Editor’s note: This article first appeared on Insurance.com and is reprinted here with their permission. Click here for the original post.
I totaled my car last week. I found out I owe more than it’s worth. Will my auto insurance provider pay off the whole loan or just the car’s value? How do I get money toward a replacement car?
Your car insurance company will pay only actual cash value (ACV) for your vehicle. That is the fair market value of your vehicle the instant before it was damaged in the auto accident.
Auto insurance providers never pay more than the value of the vehicle when it is deemed a total loss. (See “Understand your options for a totaled car.“)
Your collision deductible will be deducted from the actual cash value. Say you owe $20,000 and your vehicle is found to be worth $15,000 at the time of the accident and you have a $1,000 deductible. Your car insurance company would pay out $14,000 for your totaled vehicle.
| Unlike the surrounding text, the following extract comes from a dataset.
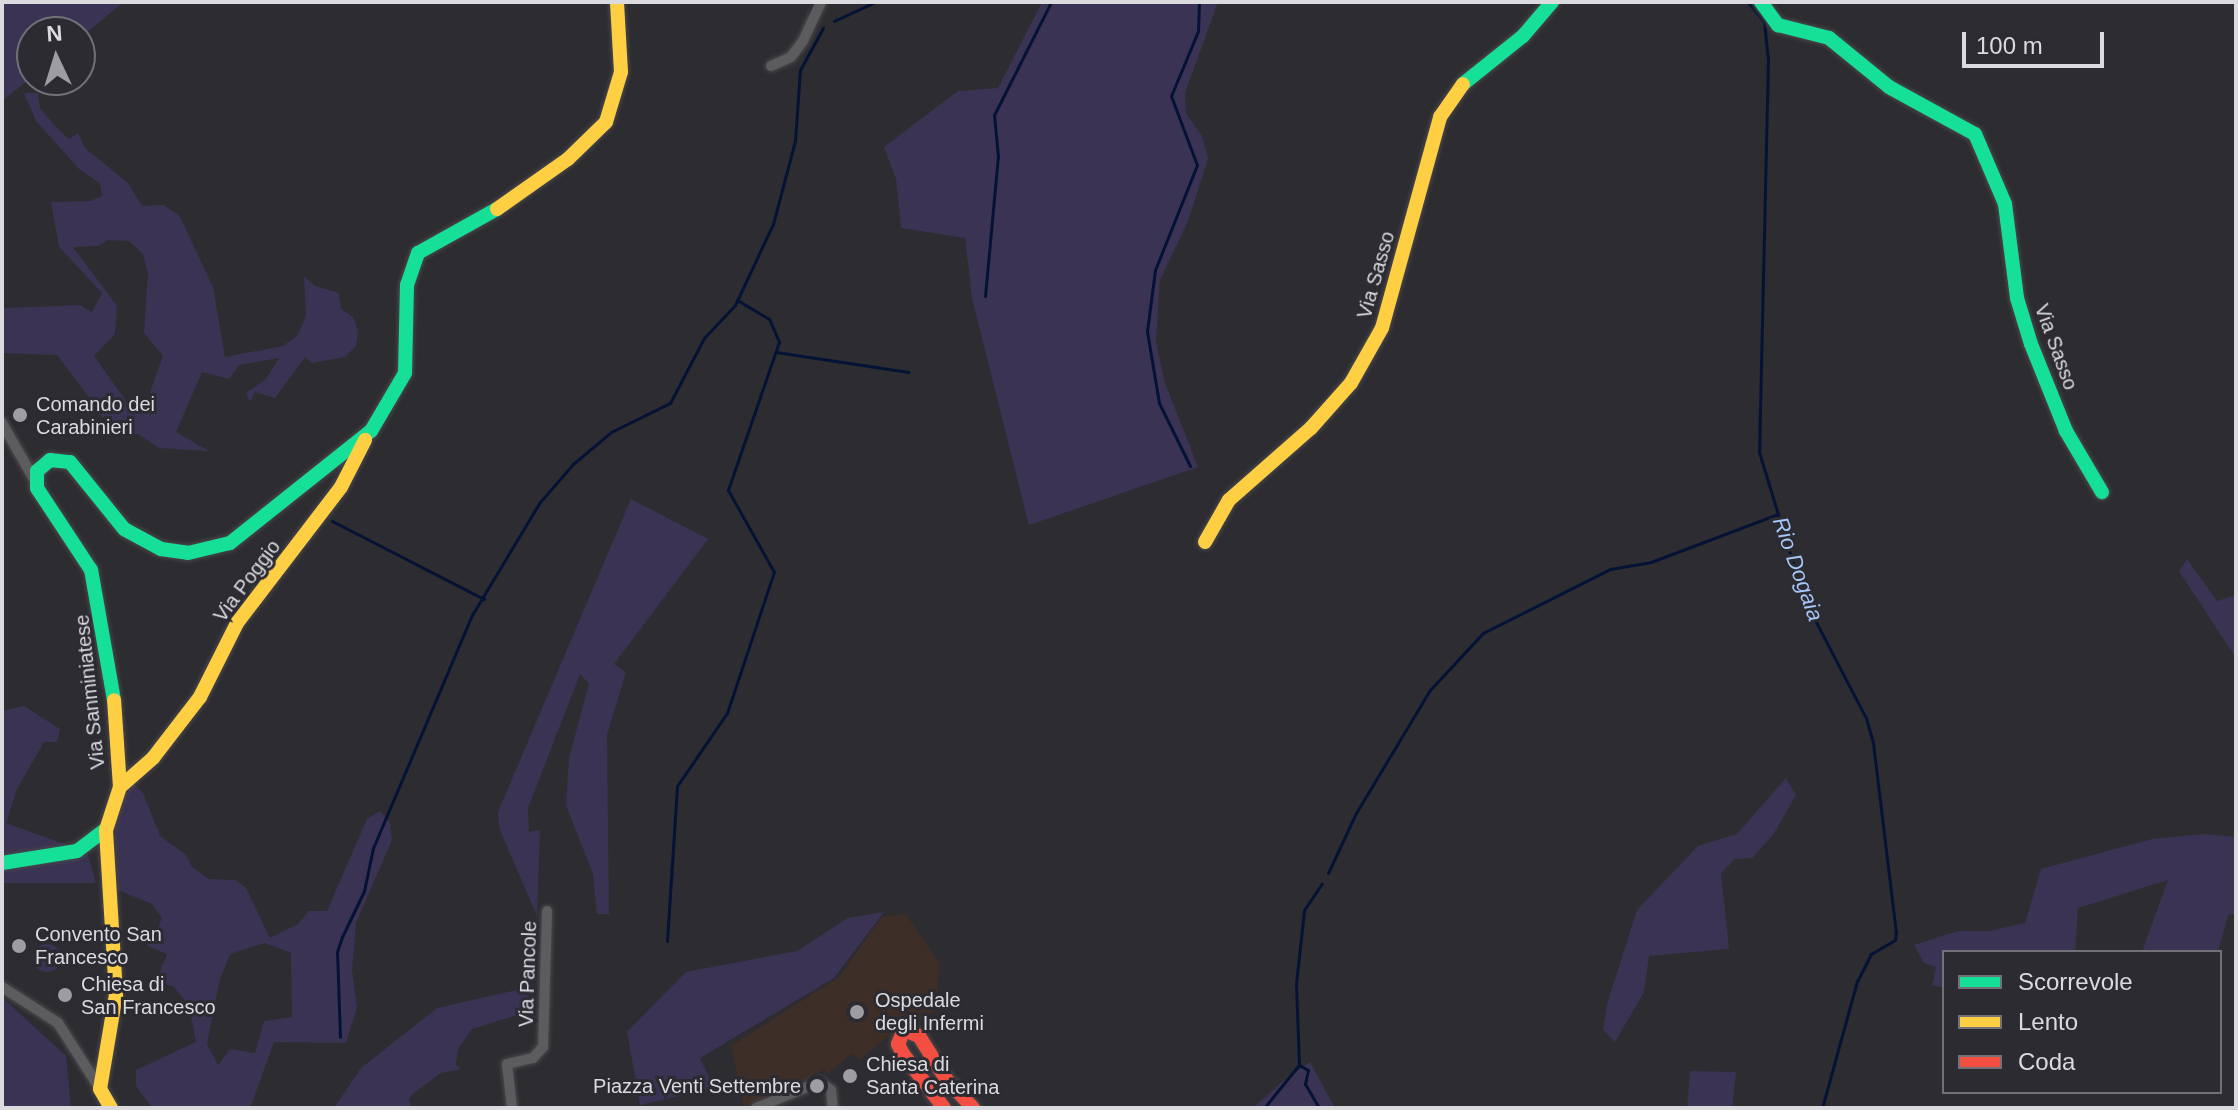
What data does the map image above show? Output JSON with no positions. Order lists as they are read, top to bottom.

The money wouldn’t come directly to you because your car is financed. It could go straight to the bank. Or, the check would be made out to you and your lender for you to sign and send it on to your finance company.
In the above scenario, you’d still end up owing your lender $6,000. This money will need to come from you—unless you have gap insurance. (See “Buy gap insurance for your new car?)
Gap insurance is wise to have if you’re upside down on your car loan (owe more than the car is worth), because it will pay the difference between the actual cash value of your vehicle and what is still owed on your car. Some gap insurance policies will even cover your collision deductible.
Insurance fixes your car, not your finances
Unfortunately, even if you do have gap insurance to cover the rest of your loan amount, you won’t be left with money to put toward a replacement car.
To have money to put down on a replacement car, you would have needed to owe less than your loan amount. If you had, then you would have received the money remaining after the lender was paid off. Or had owned the car outright, all of the money would have come to you to put toward a new car.
But your insurance company isn’t obligated to buy you another car, just to pay you the pre-accident value of your old one.
If you can’t put a hefty down payment toward the new car, consider a gap policy essential. You’ll been burned once already.
When you do get a replacement vehicle, compare car insurance rates with multiple auto insurance providers to find who will offer you the best rates. With this accident on your record, you could save hundreds, or more, by shopping around and finding the insurer that doesn’t rate as severely for an accident on your record.